Subscribe to Dr. Mirkin's free FITNESS & HEALTH NEWSLETTER
Glucosamine and Chondroitin Sulfate

Six reports from Europe show that chondroitin sulfate is a safe and effective treatment for osteoarthritis (1,2,3,4,5,6), while three reviews from the United States show that glucosamine is not (8,9,10). Two common types of arthritis are reactive and degenerative. Reactive arthritis, such as rheumatoid, may be caused by infection or an overactive immune system and can often be controlled by taking antibiotics for many months (See my reports on Reactive and Rheumatoid Arthritis).

However, one in 10 Americans suffers from osteo or degenerative arthritis, a disease in which the currently used medications, acetaminophen, aspirin and nonsteroidal antiinflammatory drugs, do not slow or reverse the progressive destruction of joints and no cause is known. Over the last decade, reports have shown that pills containing chondroitin sulfate and glucosamine, two components of cartilage, may help alleviate the pain. Three major reviews in the scientific literature claim that the three studies showing that glucosamine relieves pain were poorly designed and therefore cannot be offered as proof of benefit (8,9,10). On the other hand, 6 recent studies from Europe (1,2,3,4,5,6) and another from the United States (7) show that chondroitin sulfate does help to slow joint destruction and pain caused by osteoarthritis. While most doctors are still skeptical of the benefits of chondroitin sulfate, it appears to be safe and may help relieve osteoarthritis.
Also see: Glucosamine and Chondroitin Sulfate for Arthritic Pain
Glucosamine: Safe? Effective?.

1) Lancet, January 27, 2001

2 )Mark Adams: editorial The Lancet, July 31, 1999, 354(9176):353-354.
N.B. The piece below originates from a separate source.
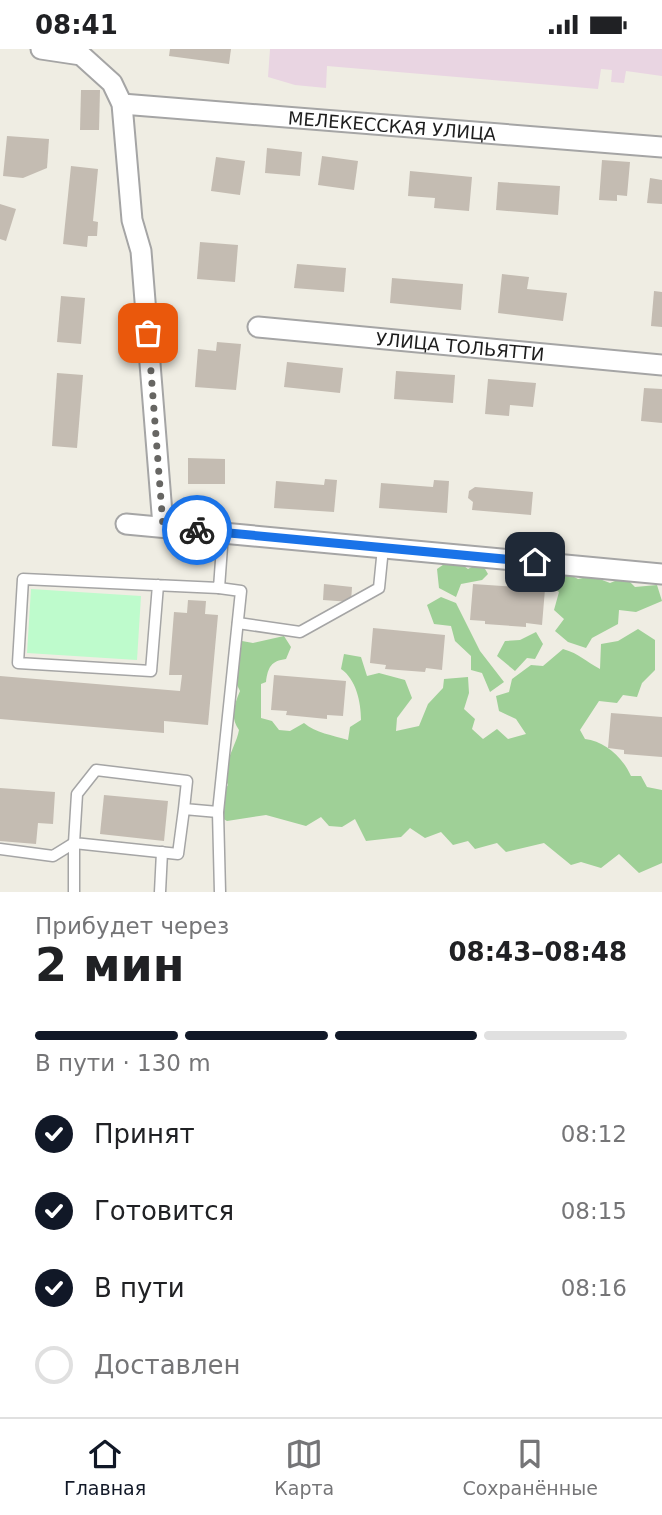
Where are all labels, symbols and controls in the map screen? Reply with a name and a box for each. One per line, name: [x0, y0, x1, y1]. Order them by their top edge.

3) Muller-Fabbender et al. Glucosamine compared to ibuprofen in osteoarthritis of the knee. Osteoarthritis Cartilage. 1994;2:61-69.

4)Bassler et al. Stimulation of Proteoglycan production by glucosamine sulfate in chondrocytes isolated from human osteoarthritis articular cartilage in vitro. Osteoarthritis Cartilage. 1998;6:427-434.

5) Am J Physiol Cell Physiol 1996;270:C803-11.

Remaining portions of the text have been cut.